ParentGiving.com is an online resource for elder care. They published an article with this explanation:

“Sundowner’s Syndrome (also known as sundowning) is a condition that occurs in the late afternoon or early evening when the sun goes down — generally between 3 p.m. and 8 p.m. It is not a separate disease but is one of the symptoms of dementia or Alzheimer’s disease. According to the Alzheimer’s Association, the Sundowner’s Syndrome involves confusion, disorientation, agitation, anger, depression, restlessness, paranoia and mood swings. Some of the behaviors may include wandering, rocking, crying, pacing, hiding things and acting out aggressively.”

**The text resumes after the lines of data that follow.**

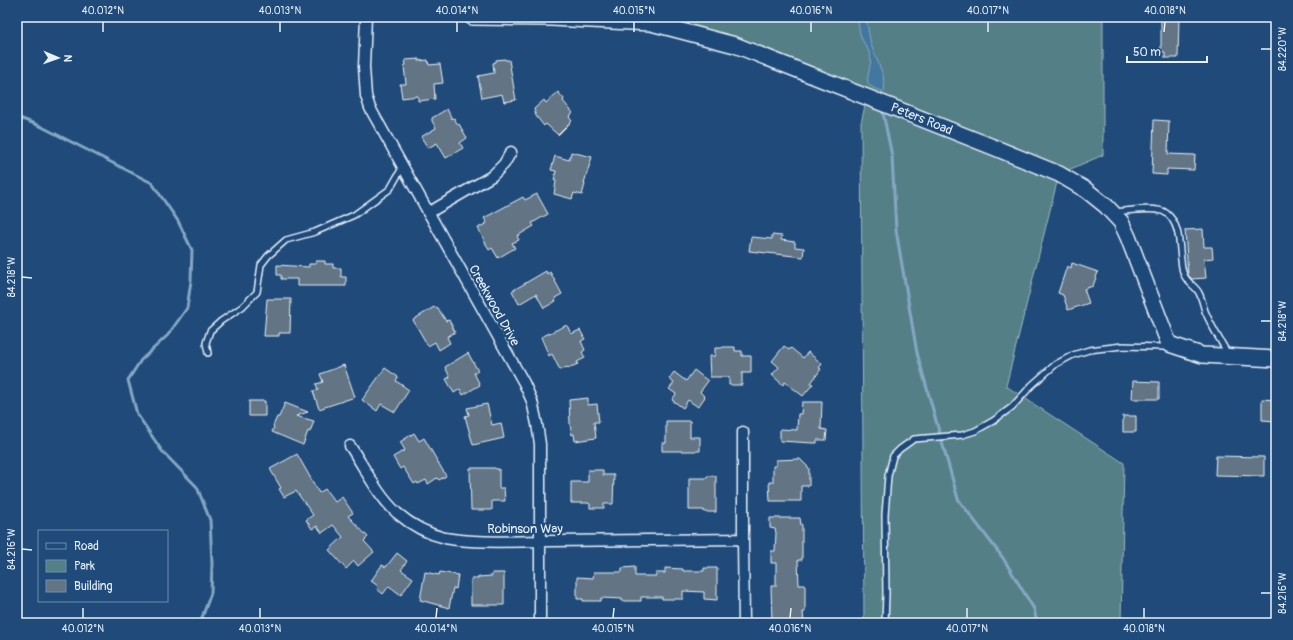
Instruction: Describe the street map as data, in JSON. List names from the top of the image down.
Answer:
{
  "streets": {
    "street": ["Peters Road", "Creekwood Drive", "Robinson Way"]
  },
  "crossings": [
    ["Creekwood Drive", "Robinson Way"]
  ],
  "legend": ["Road", "Park", "Building"],
  "scale_bar": "50 m",
  "north": "right",
  "coordinates": [
    "40.012°N",
    "40.013°N",
    "40.014°N",
    "40.015°N",
    "40.016°N",
    "40.017°N",
    "40.018°N",
    "84.220°W",
    "84.218°W",
    "84.216°W"
  ]
}
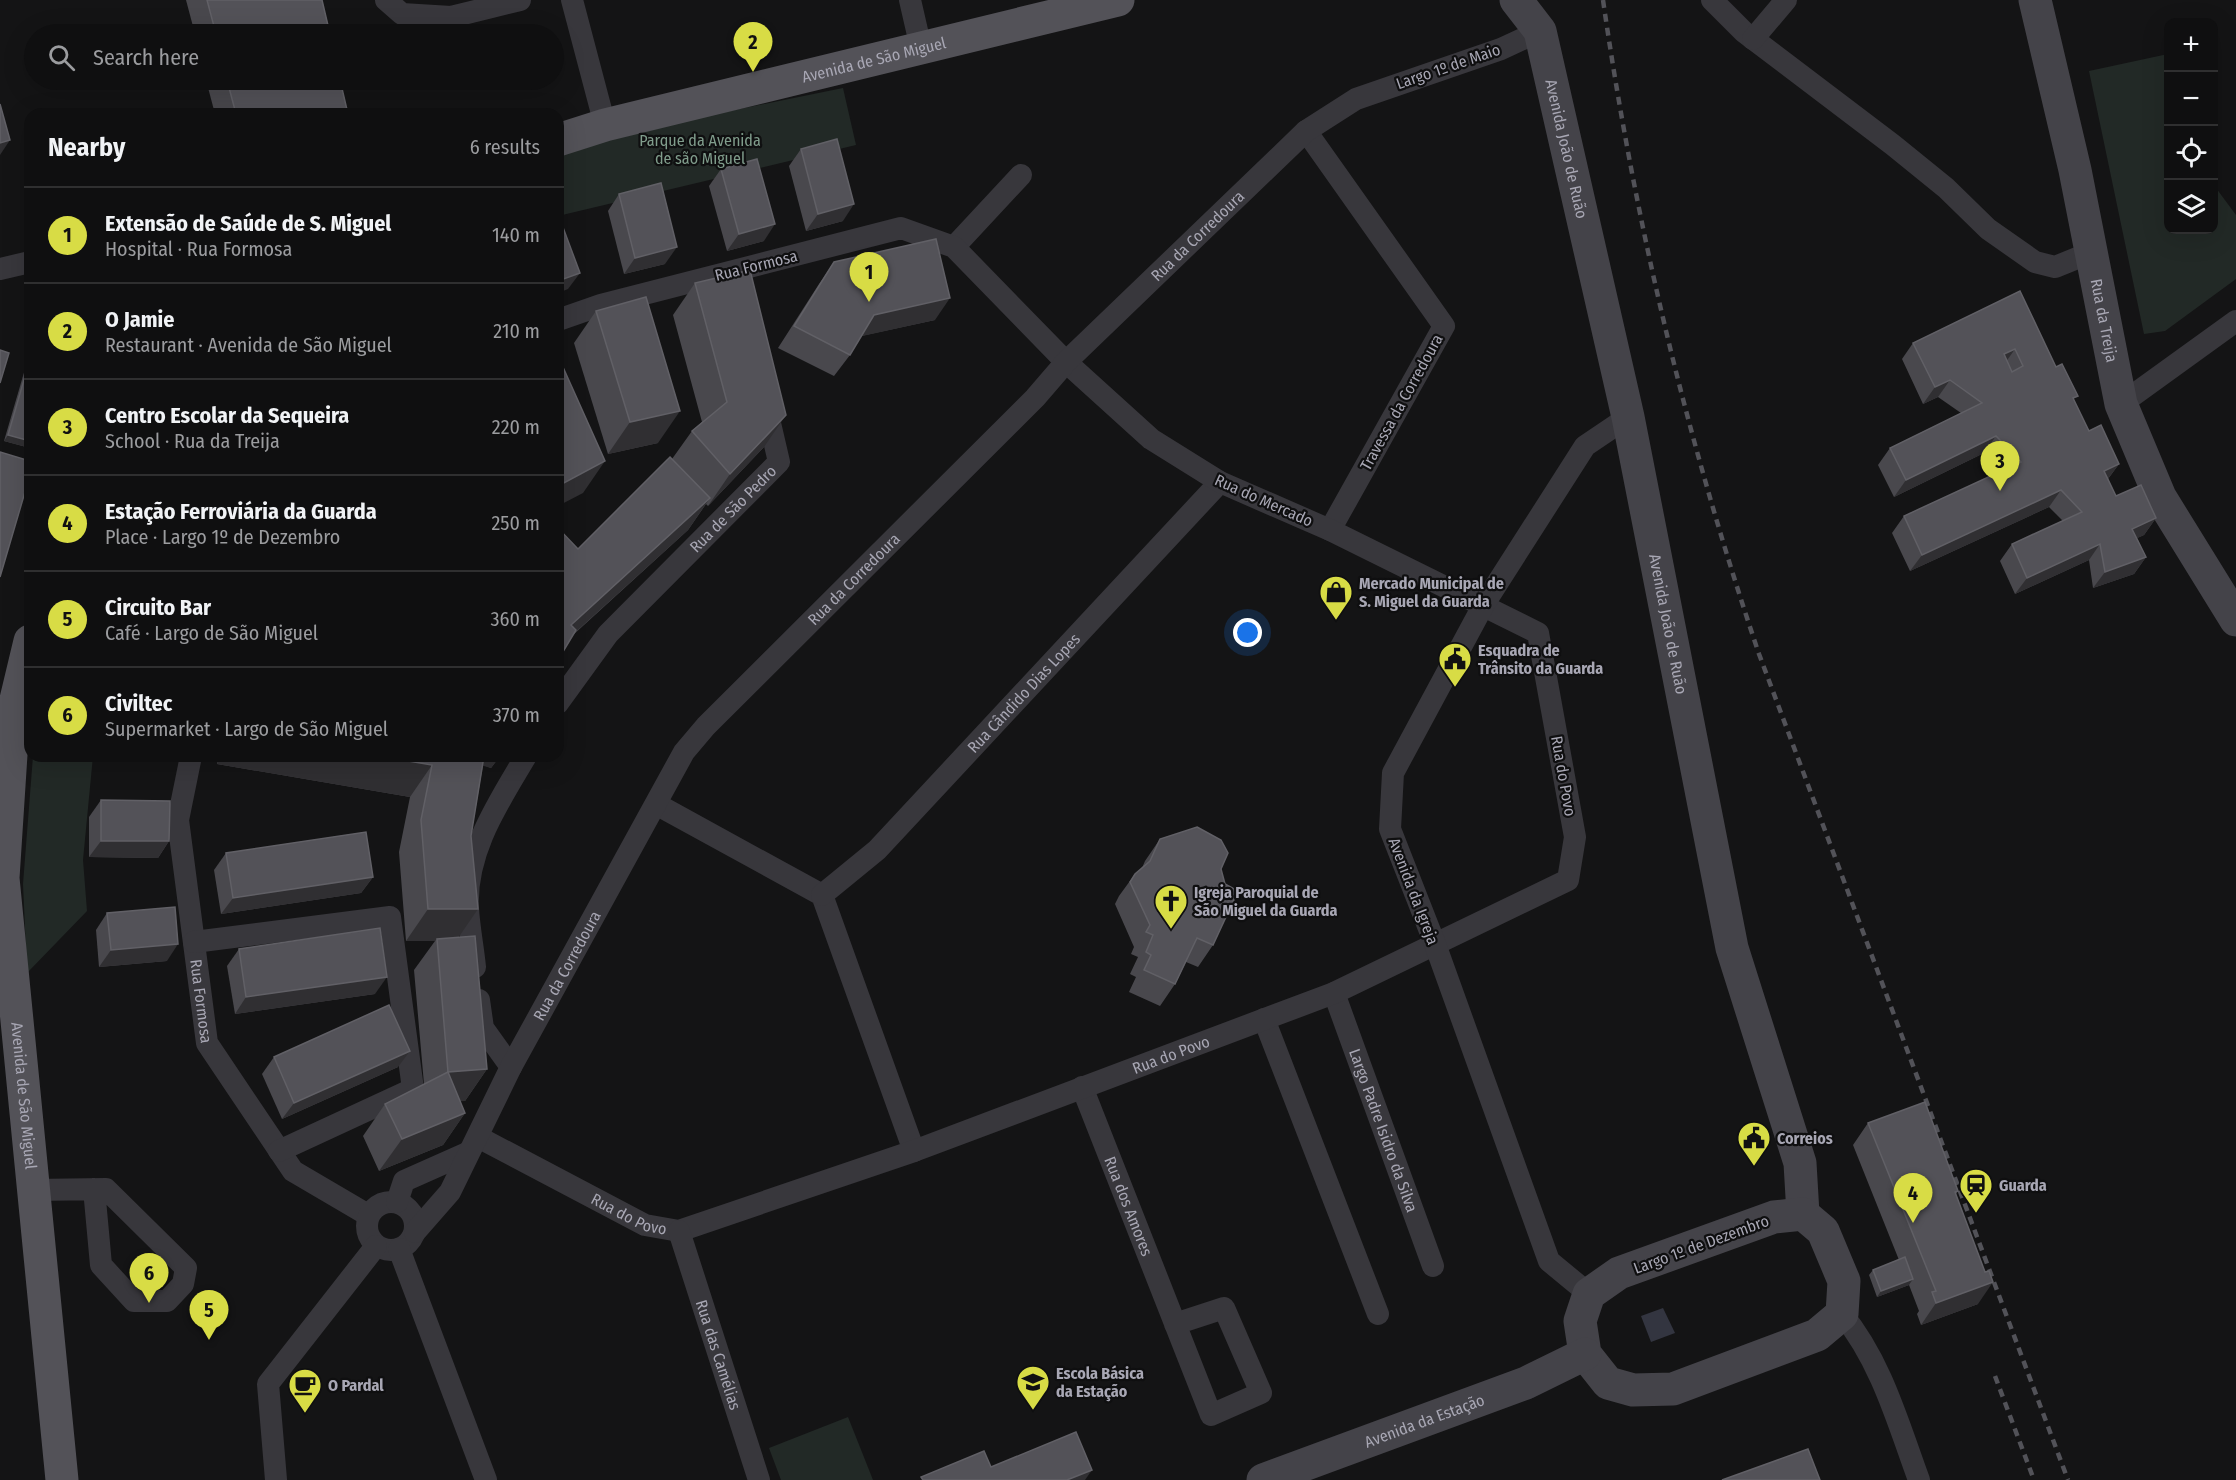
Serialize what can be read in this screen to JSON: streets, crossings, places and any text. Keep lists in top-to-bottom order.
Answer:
{
  "streets": {
    "main road": [
      "Avenida de São Miguel",
      "Avenida João de Ruão",
      "Rua da Treija",
      "Largo 1º de Dezembro",
      "Avenida da Estação"
    ],
    "street": [
      "Largo 1º de Maio",
      "Rua da Corredoura",
      "Rua Formosa",
      "Travessa da Corredoura",
      "Rua do Mercado",
      "Rua de São Pedro",
      "Rua Cândido Dias Lopes",
      "Rua do Povo",
      "Avenida da Igreja",
      "Largo Padre Isidro da Silva",
      "Rua dos Amores",
      "Rua das Camélias"
    ]
  },
  "crossings": [
    ["Largo 1º de Maio", "Avenida João de Ruão"],
    ["Largo 1º de Maio", "Rua da Corredoura"],
    ["Avenida João de Ruão", "Avenida da Igreja"],
    ["Avenida João de Ruão", "Largo 1º de Dezembro"],
    ["Rua da Corredoura", "Rua Formosa"],
    ["Rua da Corredoura", "Travessa da Corredoura"],
    ["Rua da Corredoura", "Rua do Mercado"],
    ["Rua da Corredoura", "Rua do Povo"],
    ["Rua Formosa", "Rua do Mercado"],
    ["Travessa da Corredoura", "Rua do Mercado"],
    ["Rua do Mercado", "Rua Cândido Dias Lopes"],
    ["Rua do Mercado", "Rua do Povo"],
    ["Rua do Mercado", "Avenida da Igreja"],
    ["Rua do Povo", "Avenida da Igreja"],
    ["Rua do Povo", "Largo Padre Isidro da Silva"],
    ["Rua do Povo", "Rua dos Amores"],
    ["Rua do Povo", "Rua das Camélias"],
    ["Avenida da Igreja", "Largo 1º de Dezembro"]
  ],
  "parks": ["Parque da Avenida de são Miguel"],
  "places": {
    "shop": ["Mercado Municipal de S. Miguel da Guarda"],
    "public building": ["Esquadra de Trânsito da Guarda", "Correios"],
    "church": ["Igreja Paroquial de São Miguel da Guarda"],
    "station": ["Guarda"],
    "school or university": ["Escola Básica da Estação"],
    "cafe": ["O Pardal"]
  },
  "page": {
    "map_buttons": ["+", "−"],
    "pins": [
      "2",
      "1",
      "3",
      "4",
      "6",
      "5"
    ],
    "search": "Search here",
    "heading": ["Nearby", "6 results"],
    "list": [
      {
        "mark": "1",
        "name": "Extensão de Saúde de S. Miguel",
        "note": "Hospital · Rua Formosa",
        "value": "140 m"
      },
      {
        "mark": "2",
        "name": "O Jamie",
        "note": "Restaurant · Avenida de São Miguel",
        "value": "210 m"
      },
      {
        "mark": "3",
        "name": "Centro Escolar da Sequeira",
        "note": "School · Rua da Treija",
        "value": "220 m"
      },
      {
        "mark": "4",
        "name": "Estação Ferroviária da Guarda",
        "note": "Place · Largo 1º de Dezembro",
        "value": "250 m"
      },
      {
        "mark": "5",
        "name": "Circuito Bar",
        "note": "Café · Largo de São Miguel",
        "value": "360 m"
      },
      {
        "mark": "6",
        "name": "Civiltec",
        "note": "Supermarket · Largo de São Miguel",
        "value": "370 m"
      }
    ]
  }
}
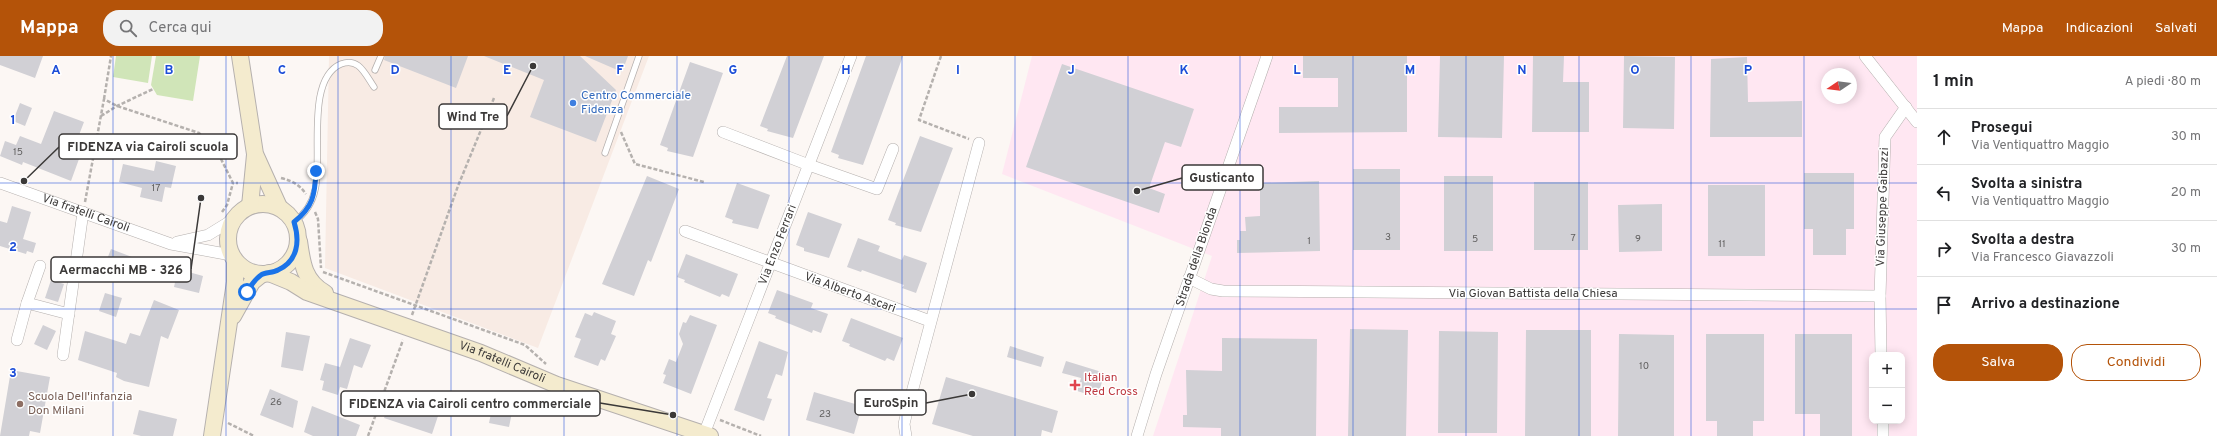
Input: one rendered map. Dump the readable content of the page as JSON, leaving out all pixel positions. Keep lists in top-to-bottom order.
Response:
{
  "streets": {
    "main road": ["Via fratelli Cairoli"],
    "street": [
      "Via Giuseppe Gaibazzi",
      "Via Enzo Ferrari",
      "Strada della Bionda",
      "Via Alberto Ascari",
      "Via Giovan Battista della Chiesa"
    ]
  },
  "crossings": [
    ["Via Giuseppe Gaibazzi", "Via Giovan Battista della Chiesa"],
    ["Via fratelli Cairoli", "Via Enzo Ferrari"],
    ["Via Enzo Ferrari", "Via Alberto Ascari"],
    ["Strada della Bionda", "Via Giovan Battista della Chiesa"]
  ],
  "places": {
    "other": [
      "Wind Tre",
      "Centro Commerciale Fidenza",
      "FIDENZA via Cairoli scuola",
      "Gusticanto",
      "Aermacchi MB - 326",
      "EuroSpin",
      "Scuola Dell'infanzia Don Milani",
      "FIDENZA via Cairoli centro commerciale"
    ],
    "health": ["Italian Red Cross"]
  },
  "house_numbers": [
    "15",
    "17",
    "3",
    "7",
    "5",
    "9",
    "1",
    "11",
    "10",
    "26",
    "23"
  ],
  "north": "left",
  "page": {
    "header": "Mappa",
    "search": "Cerca qui",
    "nav": ["Mappa", "Indicazioni", "Salvati"],
    "heading": ["1 min", "A piedi · 80 m"],
    "list": [
      ["Prosegui", "Via Ventiquattro Maggio", "30 m"],
      ["Svolta a sinistra", "Via Ventiquattro Maggio", "20 m"],
      ["Svolta a destra", "Via Francesco Giavazzoli", "30 m"],
      "Arrivo a destinazione"
    ],
    "buttons": ["Salva", "Condividi"],
    "map_buttons": ["+", "−"]
  },
  "grid": {
    "columns": [
      "A",
      "B",
      "C",
      "D",
      "E",
      "F",
      "G",
      "H",
      "I",
      "J",
      "K",
      "L",
      "M",
      "N",
      "O",
      "P"
    ],
    "rows": ["1", "2", "3"]
  }
}
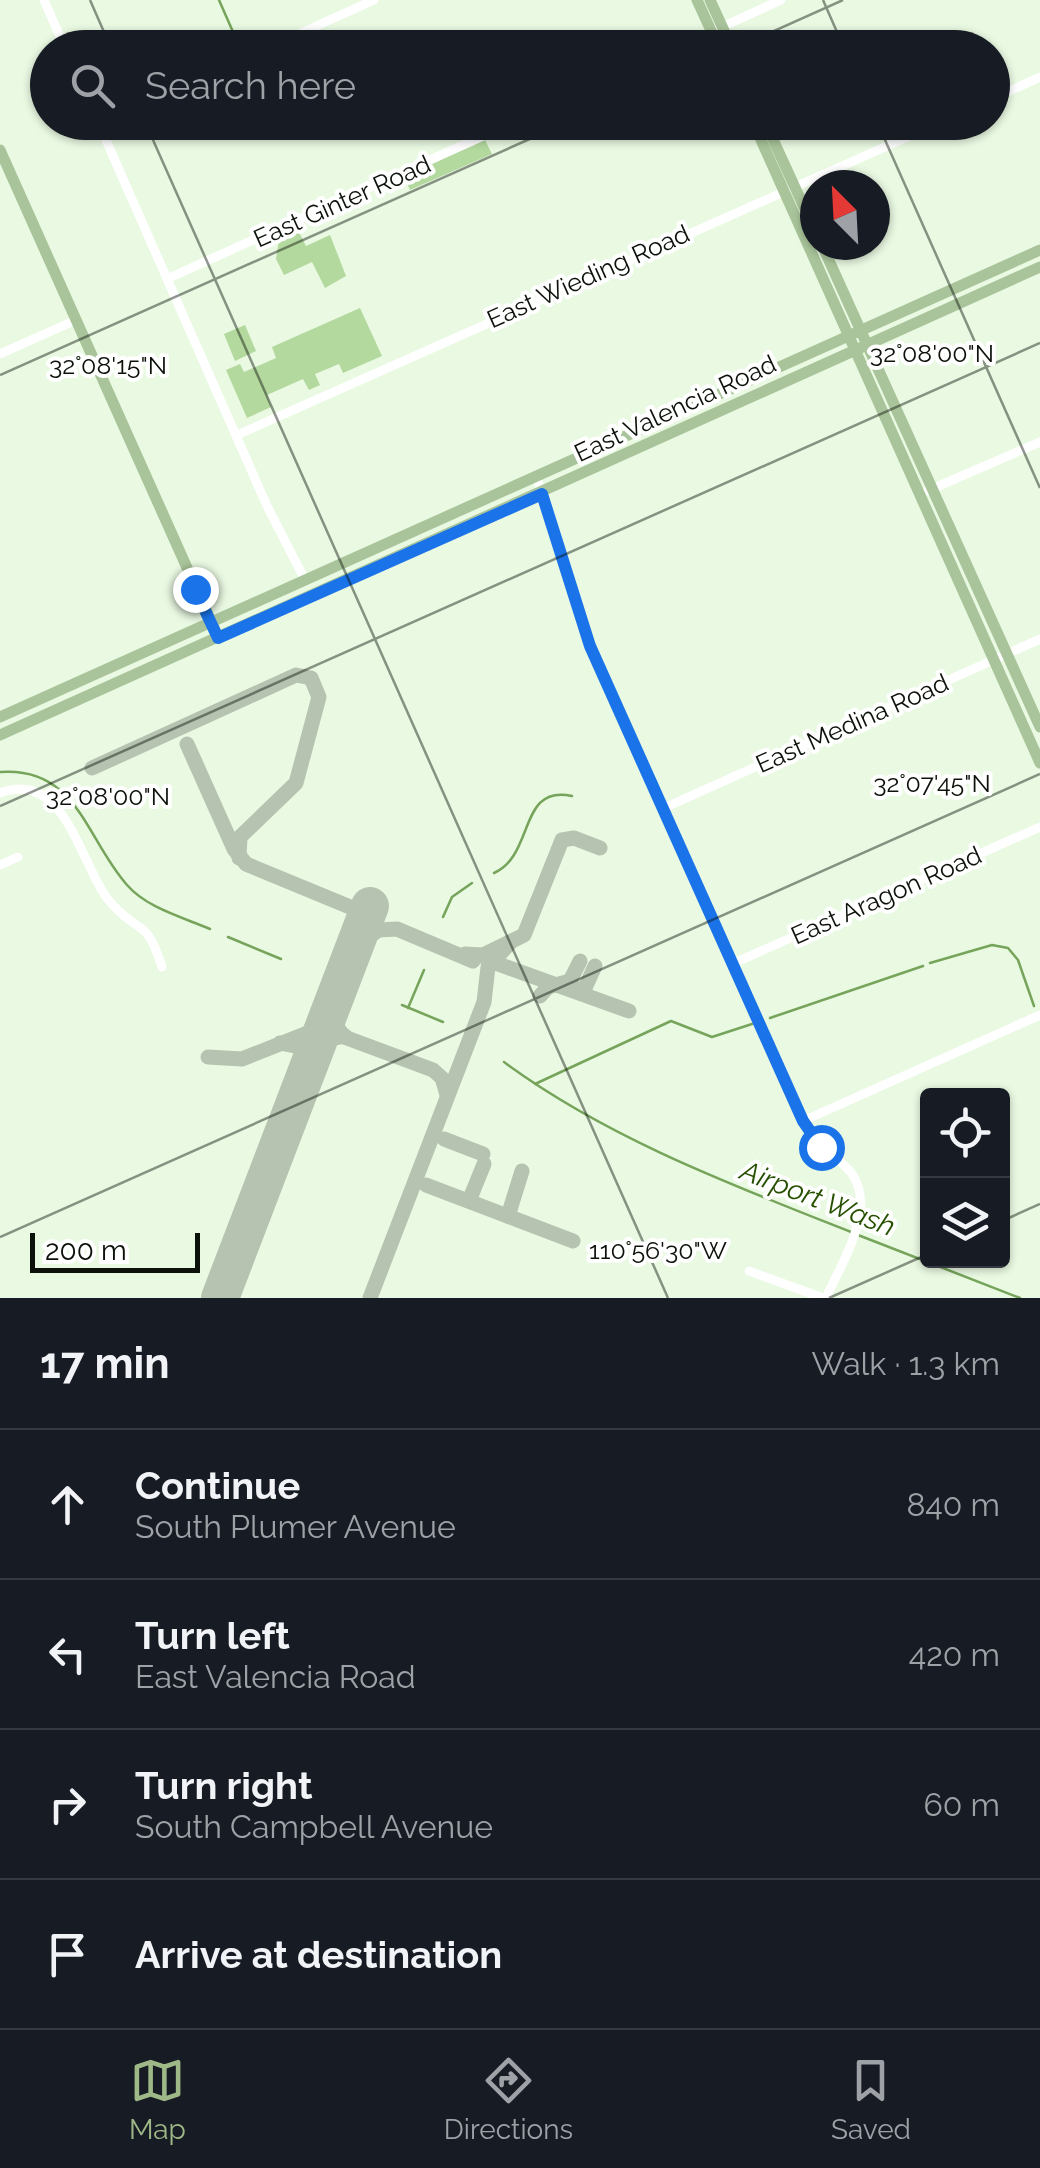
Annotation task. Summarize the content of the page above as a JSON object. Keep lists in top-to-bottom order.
{
  "streets": {
    "main road": ["East Valencia Road"],
    "street": [
      "East Ginter Road",
      "East Wieding Road",
      "East Medina Road",
      "East Aragon Road"
    ]
  },
  "water": ["Airport Wash"],
  "scale_bar": "200 m",
  "north": "top left",
  "page": {
    "search": "Search here",
    "scale": "200 m",
    "heading": ["17 min", "Walk · 1.3 km"],
    "list": [
      ["Continue", "South Plumer Avenue", "840 m"],
      ["Turn left", "East Valencia Road", "420 m"],
      ["Turn right", "South Campbell Avenue", "60 m"],
      "Arrive at destination"
    ],
    "nav": ["Map", "Directions", "Saved"]
  },
  "coordinates": [
    "32°08'00\"N",
    "32°08'15\"N",
    "32°07'45\"N",
    "110°56'30\"W"
  ]
}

Read the full article here.  

SeniorsHomeCare.com explains that care givers should monitor their aging parent who suffers from Sundowner’s Syndrome to see if pain or other discomforts contribute to the agitation. Beyond pain and discomfort, consider these possible triggers:

    • “End-of-day activity (at a care facility). Some researchers believe the flurry of activity toward the end of the day as the facility’s staff changes shifts may lead to anxiety and confusion.
    • Fatigue. End-of-day exhaustion or suddenly the lack of activity after the dinner hour may also be a contributor. Seniors may loose their desire to clean up the dishes or put leftover food away following a meal. Assistance with meal preparation is important.
    • Low light. As the sun goes down the quality of available light may diminish, and shadows may increase, making already challenged vision even more challenging. If a person is living at home alone with little interaction, they can become easily confused. Regular, frequent home care visits can help a person stay on a schedule.
    • Winter. In some cases, the onset of winter’s shorter days exacerbates sundowning. This effect indicates sundowning may have a correlation with Seasonal Affective Disorder, a common depression caused be less exposure to natural light.”

SeniorsHomeCare.com encourages you, the care giver, to:

“To work towards limiting the amount of sundowning a person experiences, you may:

  • Set a routine. A routine is a good way to make things feel more familiar to a person with dementia or confusion. You should experience less resistance due to the fact that the person feels like they should be doing what is routine.
  • Limit outside distractions. If your loved one is living in a facility, do your best to reduce the amount of noise and unpleasant odors. Individual rooms or moving to another floor can make an enormous difference in a person’s outlook on life.
  • Diet. Large fluctuations in sugar and caffeine can be a bad thing. Try to do your best to limit the amount of caffeine or sugar that your loved one is eating. Even though a piece of cake or pie at the end of the day is what many seniors look forward to, limiting the number of pieces they eat may be helpful.”